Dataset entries
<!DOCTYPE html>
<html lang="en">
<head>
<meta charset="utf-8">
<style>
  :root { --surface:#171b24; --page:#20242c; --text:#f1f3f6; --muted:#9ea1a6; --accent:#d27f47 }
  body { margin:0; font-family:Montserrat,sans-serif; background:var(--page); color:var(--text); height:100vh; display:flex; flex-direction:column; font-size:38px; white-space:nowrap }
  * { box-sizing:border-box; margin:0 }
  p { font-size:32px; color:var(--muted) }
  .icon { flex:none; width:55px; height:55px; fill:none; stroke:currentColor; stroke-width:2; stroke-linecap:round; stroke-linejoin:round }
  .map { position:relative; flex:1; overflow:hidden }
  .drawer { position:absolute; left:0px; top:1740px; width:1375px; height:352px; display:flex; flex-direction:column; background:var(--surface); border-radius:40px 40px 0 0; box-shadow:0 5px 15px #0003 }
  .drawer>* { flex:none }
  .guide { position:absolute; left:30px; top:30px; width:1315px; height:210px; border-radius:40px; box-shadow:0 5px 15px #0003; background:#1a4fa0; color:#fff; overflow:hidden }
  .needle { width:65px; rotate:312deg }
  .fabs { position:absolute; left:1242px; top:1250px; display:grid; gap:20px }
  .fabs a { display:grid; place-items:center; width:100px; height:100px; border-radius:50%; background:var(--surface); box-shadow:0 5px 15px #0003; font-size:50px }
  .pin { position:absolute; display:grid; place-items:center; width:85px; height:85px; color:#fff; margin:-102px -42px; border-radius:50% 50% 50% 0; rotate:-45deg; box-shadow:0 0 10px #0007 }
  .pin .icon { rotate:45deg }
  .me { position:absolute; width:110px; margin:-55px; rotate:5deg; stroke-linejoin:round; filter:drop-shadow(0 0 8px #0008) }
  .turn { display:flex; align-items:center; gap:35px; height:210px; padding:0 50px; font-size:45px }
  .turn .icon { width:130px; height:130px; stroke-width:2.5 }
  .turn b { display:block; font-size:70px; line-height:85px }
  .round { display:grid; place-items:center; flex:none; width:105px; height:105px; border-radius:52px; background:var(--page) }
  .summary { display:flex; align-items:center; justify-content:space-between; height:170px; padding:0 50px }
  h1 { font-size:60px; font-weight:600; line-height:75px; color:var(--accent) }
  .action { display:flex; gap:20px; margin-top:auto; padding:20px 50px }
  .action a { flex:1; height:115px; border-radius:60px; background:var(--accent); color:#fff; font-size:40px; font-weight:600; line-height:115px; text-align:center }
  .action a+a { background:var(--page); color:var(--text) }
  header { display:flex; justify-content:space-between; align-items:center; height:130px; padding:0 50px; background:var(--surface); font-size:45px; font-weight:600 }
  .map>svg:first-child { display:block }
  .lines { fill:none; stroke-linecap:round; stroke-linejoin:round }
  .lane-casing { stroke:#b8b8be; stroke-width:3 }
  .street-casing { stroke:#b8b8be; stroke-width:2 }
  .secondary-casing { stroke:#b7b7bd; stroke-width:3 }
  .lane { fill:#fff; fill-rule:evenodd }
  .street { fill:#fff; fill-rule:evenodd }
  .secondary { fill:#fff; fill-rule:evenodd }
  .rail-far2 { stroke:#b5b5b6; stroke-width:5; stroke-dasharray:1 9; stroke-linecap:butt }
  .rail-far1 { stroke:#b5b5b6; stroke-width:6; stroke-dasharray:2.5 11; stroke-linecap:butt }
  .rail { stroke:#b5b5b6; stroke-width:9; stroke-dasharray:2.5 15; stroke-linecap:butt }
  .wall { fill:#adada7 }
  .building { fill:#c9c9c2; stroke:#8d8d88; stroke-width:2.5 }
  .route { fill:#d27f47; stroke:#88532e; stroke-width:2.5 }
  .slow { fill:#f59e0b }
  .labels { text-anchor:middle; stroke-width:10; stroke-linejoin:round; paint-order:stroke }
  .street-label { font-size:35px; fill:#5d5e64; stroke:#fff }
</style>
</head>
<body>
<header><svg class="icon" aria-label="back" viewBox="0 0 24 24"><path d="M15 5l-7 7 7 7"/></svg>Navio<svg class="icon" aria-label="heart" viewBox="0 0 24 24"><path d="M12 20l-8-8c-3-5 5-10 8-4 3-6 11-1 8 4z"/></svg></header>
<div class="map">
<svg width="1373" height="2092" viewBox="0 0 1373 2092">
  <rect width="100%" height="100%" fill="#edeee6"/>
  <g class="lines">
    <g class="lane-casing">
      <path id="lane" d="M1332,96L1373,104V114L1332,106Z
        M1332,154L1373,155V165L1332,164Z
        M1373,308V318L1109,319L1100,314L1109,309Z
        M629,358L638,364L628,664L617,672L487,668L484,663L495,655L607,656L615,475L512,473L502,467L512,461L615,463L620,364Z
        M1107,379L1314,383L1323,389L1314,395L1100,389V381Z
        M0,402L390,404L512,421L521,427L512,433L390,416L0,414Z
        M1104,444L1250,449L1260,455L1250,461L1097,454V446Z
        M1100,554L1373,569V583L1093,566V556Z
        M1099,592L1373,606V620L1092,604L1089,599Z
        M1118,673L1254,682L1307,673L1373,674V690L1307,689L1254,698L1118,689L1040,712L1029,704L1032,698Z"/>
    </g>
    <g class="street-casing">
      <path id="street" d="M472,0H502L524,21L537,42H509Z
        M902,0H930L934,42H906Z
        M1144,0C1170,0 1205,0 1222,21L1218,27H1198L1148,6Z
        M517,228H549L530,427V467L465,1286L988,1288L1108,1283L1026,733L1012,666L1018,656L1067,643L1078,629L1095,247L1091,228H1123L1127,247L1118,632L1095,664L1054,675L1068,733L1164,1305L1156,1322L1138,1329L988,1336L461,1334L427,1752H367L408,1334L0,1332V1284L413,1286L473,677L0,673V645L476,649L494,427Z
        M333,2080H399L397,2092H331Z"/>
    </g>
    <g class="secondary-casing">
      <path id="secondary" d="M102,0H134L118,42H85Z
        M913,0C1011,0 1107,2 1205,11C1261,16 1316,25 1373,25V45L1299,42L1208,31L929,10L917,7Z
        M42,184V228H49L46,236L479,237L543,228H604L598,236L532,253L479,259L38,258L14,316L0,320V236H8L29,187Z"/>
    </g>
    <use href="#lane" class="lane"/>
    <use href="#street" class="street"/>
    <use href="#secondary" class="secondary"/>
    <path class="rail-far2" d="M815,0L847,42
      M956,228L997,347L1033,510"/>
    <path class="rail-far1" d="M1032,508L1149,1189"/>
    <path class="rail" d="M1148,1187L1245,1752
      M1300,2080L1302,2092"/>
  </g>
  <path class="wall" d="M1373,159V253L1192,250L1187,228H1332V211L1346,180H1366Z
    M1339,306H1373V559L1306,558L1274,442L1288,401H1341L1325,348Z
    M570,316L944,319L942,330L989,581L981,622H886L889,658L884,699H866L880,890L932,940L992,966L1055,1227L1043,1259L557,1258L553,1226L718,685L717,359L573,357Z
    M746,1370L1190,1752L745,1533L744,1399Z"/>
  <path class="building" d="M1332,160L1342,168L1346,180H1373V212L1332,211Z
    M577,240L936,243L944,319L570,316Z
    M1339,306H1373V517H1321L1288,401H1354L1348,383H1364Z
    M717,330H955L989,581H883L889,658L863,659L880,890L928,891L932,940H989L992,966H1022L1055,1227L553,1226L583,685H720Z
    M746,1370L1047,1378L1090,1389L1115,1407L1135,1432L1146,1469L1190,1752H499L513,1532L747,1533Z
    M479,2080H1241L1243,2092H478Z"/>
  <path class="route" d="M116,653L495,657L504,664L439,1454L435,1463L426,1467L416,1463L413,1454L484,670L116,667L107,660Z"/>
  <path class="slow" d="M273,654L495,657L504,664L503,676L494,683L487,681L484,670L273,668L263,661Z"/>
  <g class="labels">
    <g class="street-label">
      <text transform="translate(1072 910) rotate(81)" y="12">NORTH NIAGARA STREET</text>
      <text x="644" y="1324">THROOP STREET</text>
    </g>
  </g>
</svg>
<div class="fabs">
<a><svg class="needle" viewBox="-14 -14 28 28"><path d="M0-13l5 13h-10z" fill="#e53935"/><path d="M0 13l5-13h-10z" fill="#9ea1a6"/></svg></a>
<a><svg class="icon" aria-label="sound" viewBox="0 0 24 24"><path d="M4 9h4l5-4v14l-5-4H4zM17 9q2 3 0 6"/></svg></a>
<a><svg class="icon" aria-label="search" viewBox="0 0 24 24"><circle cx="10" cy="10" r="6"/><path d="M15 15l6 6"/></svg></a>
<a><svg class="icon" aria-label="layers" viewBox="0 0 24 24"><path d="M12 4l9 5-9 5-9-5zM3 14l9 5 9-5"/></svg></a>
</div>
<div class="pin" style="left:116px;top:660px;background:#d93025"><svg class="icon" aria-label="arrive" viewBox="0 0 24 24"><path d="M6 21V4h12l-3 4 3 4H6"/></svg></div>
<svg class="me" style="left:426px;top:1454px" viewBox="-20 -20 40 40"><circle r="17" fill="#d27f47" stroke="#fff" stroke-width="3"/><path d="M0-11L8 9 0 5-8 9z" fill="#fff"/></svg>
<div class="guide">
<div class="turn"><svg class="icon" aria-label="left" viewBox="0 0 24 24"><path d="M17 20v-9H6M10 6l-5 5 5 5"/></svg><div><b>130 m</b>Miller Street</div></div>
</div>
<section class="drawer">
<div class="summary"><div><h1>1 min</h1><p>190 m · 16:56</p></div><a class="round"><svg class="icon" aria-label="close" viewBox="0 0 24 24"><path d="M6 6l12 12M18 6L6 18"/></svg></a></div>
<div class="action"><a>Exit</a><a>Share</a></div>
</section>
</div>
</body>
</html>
...
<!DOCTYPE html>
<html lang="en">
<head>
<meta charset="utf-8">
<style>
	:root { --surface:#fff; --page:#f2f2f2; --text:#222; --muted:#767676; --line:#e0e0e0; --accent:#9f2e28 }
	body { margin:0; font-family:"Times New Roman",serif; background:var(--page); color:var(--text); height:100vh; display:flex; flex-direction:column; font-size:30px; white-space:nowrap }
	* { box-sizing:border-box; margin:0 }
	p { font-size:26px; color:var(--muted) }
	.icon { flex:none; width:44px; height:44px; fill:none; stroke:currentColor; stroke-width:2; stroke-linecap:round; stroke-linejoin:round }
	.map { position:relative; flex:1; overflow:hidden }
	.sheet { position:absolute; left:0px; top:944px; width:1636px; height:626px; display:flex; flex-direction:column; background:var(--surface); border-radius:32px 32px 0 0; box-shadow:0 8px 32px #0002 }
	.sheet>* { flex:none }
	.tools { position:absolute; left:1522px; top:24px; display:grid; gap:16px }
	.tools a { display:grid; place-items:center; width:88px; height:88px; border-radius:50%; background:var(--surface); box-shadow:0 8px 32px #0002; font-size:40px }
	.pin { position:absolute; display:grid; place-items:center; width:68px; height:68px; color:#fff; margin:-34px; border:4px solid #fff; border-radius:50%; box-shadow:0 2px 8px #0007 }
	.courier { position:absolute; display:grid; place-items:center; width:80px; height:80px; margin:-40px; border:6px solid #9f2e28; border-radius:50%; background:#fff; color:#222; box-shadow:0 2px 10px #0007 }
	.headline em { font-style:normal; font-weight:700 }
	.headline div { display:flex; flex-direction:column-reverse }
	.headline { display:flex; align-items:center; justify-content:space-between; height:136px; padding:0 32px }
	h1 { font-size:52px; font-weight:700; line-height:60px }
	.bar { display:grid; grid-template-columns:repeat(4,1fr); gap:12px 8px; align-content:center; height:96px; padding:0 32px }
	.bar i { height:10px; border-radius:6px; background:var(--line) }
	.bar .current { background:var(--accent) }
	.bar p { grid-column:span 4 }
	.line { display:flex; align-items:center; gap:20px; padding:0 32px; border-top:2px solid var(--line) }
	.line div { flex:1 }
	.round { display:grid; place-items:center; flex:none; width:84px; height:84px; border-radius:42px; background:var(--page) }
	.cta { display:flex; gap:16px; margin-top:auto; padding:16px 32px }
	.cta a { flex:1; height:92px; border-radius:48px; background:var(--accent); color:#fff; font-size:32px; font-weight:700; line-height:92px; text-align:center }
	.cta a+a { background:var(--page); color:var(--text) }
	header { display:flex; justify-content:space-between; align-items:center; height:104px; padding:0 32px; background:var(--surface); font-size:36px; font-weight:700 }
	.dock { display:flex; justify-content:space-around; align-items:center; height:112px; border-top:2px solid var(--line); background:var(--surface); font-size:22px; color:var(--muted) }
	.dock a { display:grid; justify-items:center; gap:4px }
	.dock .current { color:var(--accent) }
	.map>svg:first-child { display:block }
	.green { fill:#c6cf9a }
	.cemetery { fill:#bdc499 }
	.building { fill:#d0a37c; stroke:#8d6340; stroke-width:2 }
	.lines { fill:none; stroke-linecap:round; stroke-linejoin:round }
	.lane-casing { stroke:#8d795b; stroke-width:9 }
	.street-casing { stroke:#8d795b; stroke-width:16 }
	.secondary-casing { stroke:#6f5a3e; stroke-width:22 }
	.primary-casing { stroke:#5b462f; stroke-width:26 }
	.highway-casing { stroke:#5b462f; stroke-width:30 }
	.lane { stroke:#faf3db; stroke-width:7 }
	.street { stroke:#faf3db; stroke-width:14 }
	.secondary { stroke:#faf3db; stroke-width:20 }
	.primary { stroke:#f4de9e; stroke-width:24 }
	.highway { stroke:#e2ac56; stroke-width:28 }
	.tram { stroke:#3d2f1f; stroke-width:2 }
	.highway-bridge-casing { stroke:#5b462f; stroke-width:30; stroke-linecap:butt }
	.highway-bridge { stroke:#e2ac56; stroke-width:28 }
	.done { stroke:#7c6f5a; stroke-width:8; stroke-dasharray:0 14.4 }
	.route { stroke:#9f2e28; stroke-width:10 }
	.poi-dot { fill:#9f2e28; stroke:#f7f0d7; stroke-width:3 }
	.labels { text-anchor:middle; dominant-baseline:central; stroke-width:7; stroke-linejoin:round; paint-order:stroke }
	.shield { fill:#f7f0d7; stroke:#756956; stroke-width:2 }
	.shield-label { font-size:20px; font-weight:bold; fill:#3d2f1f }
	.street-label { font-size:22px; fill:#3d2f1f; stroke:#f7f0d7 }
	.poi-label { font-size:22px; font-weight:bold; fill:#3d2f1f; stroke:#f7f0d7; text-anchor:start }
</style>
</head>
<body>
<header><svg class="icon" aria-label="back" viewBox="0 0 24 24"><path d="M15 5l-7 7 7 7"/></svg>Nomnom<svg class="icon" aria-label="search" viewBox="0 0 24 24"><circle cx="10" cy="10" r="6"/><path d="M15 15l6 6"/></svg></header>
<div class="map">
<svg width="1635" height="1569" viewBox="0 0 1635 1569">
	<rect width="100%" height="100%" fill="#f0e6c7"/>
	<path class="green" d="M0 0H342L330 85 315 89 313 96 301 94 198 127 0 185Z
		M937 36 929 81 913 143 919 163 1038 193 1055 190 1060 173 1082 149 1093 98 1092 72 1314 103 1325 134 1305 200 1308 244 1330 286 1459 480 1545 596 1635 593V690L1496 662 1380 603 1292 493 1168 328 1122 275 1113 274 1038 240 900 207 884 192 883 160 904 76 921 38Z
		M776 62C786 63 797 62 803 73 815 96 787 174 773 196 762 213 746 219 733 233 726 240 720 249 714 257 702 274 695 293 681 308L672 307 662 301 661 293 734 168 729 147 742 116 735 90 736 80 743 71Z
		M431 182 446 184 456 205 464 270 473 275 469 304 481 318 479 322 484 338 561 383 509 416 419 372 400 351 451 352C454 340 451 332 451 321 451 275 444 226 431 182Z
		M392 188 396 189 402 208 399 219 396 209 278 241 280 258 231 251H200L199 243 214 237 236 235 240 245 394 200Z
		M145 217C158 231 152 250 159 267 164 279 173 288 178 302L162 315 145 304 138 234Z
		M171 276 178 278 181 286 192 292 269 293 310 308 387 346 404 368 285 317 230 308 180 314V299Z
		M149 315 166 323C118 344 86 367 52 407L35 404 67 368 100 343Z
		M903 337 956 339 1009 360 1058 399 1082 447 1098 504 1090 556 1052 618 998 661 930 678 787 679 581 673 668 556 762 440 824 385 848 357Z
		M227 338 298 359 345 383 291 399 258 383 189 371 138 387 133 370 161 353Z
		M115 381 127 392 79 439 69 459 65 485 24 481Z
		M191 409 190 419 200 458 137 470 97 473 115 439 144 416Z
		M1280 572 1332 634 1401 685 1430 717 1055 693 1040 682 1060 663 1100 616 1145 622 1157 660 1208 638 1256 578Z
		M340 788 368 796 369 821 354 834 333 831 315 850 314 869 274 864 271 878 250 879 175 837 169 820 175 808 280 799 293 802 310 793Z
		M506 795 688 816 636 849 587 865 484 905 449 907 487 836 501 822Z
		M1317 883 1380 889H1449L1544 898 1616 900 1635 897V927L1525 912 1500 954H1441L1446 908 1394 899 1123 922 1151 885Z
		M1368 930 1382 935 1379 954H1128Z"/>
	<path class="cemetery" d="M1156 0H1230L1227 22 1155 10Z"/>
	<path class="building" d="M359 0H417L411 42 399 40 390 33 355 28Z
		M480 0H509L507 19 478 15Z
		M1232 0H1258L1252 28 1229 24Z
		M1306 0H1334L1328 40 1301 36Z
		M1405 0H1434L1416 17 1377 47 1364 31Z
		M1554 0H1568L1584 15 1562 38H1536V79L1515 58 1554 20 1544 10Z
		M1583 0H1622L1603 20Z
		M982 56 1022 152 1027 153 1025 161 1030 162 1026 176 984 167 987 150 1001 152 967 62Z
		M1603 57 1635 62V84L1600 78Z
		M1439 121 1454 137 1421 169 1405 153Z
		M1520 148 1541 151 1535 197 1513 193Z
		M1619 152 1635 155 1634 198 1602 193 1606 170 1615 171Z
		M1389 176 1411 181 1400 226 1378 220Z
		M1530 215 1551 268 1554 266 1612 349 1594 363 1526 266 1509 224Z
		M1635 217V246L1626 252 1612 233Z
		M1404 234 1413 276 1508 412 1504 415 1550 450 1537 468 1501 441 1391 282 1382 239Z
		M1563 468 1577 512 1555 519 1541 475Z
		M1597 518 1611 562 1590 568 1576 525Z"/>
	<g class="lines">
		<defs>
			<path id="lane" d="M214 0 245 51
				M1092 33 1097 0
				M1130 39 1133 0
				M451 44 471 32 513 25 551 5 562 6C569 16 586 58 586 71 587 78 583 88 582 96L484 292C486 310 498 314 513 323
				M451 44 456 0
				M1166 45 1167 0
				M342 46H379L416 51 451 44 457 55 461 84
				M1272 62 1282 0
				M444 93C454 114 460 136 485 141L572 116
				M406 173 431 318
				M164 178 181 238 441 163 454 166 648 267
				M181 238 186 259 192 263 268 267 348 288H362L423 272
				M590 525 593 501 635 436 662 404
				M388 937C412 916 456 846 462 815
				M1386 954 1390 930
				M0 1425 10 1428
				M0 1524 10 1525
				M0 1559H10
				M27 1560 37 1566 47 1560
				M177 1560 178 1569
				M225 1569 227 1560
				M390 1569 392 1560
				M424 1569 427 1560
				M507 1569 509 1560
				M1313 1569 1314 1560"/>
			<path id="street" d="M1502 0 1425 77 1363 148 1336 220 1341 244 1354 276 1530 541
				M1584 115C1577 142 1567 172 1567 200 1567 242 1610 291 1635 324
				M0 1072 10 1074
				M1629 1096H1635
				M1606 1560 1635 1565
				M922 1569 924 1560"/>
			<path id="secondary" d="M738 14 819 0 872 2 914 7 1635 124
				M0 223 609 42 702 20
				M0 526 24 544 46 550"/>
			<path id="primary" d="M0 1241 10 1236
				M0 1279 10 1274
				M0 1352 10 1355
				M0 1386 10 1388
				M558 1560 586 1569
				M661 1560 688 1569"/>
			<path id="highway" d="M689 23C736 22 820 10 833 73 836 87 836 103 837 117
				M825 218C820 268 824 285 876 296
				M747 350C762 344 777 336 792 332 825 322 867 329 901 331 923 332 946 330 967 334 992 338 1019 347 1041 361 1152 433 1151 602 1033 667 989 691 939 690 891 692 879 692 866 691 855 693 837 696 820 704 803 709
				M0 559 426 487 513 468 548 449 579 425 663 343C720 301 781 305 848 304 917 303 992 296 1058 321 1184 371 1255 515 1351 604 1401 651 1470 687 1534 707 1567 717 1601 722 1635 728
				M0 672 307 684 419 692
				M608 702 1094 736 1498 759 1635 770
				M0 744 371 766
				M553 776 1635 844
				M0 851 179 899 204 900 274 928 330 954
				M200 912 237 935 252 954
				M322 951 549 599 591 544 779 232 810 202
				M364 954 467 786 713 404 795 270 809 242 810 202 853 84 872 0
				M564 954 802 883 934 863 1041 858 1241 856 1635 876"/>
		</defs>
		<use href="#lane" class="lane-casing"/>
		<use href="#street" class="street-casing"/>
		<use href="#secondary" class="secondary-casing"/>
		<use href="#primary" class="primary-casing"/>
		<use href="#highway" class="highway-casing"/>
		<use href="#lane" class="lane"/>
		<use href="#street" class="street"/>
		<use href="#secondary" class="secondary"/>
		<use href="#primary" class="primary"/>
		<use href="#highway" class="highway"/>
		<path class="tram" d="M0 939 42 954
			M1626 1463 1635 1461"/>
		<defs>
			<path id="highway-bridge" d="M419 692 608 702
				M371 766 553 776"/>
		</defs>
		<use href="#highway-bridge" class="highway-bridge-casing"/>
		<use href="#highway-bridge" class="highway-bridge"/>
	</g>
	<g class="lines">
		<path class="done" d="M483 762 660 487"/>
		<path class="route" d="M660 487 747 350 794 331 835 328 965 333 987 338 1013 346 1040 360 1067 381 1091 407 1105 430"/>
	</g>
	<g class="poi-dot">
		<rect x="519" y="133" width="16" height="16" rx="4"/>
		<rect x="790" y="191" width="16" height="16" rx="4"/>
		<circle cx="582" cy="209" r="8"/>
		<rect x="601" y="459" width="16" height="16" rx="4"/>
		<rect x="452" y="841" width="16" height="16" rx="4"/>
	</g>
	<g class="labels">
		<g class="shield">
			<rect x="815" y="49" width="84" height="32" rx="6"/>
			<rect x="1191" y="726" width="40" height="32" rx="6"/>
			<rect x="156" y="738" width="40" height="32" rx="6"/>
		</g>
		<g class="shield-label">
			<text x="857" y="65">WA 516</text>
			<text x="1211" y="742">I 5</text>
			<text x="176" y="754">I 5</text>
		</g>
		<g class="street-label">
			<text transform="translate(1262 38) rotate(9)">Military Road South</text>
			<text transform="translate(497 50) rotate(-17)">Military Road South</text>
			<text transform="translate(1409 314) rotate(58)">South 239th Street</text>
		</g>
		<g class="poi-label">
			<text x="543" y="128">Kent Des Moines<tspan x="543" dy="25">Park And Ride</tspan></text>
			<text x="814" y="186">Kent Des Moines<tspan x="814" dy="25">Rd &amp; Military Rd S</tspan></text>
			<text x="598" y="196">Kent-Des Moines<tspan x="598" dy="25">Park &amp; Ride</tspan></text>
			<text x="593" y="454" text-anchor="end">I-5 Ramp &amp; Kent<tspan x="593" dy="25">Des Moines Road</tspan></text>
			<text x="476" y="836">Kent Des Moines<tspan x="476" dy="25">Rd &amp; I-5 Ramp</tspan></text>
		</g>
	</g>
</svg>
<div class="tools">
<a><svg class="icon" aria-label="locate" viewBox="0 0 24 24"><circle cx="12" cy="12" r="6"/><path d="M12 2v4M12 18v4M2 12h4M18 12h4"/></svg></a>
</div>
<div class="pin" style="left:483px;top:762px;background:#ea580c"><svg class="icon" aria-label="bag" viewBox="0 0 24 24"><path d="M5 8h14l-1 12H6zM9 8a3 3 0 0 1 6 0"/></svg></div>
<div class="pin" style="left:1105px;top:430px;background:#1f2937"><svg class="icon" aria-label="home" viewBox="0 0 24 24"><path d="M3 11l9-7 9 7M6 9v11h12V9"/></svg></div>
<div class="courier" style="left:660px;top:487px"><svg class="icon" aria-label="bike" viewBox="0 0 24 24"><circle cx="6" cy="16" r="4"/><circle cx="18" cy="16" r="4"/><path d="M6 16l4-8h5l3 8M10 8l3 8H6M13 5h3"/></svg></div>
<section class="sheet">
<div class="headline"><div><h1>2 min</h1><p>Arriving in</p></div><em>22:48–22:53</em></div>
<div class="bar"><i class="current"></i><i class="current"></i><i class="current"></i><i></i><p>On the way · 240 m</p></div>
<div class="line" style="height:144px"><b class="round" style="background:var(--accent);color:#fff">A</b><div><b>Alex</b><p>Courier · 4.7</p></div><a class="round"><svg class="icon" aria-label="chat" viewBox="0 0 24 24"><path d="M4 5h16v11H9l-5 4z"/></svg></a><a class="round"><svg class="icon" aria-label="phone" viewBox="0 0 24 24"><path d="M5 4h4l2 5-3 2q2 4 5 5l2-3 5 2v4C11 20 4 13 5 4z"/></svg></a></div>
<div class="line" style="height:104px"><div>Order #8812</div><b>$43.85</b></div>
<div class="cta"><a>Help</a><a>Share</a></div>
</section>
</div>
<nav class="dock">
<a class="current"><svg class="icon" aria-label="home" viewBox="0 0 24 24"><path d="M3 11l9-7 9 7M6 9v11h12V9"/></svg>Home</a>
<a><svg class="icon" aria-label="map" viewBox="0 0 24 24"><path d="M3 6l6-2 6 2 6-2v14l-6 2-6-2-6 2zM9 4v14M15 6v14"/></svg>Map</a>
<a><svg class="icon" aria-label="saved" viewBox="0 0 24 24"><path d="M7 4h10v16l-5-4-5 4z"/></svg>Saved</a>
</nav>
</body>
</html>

▶ Work item
The word to find is "fabs". Copy every line of the data that holds it.

▶ Response to this task
  .fabs { position:absolute; left:1242px; top:1250px; display:grid; gap:20px }
  .fabs a { display:grid; place-items:center; width:100px; height:100px; border-radius:50%; background:var(--surface); box-shadow:0 5px 15px #0003; font-size:50px }
<div class="fabs">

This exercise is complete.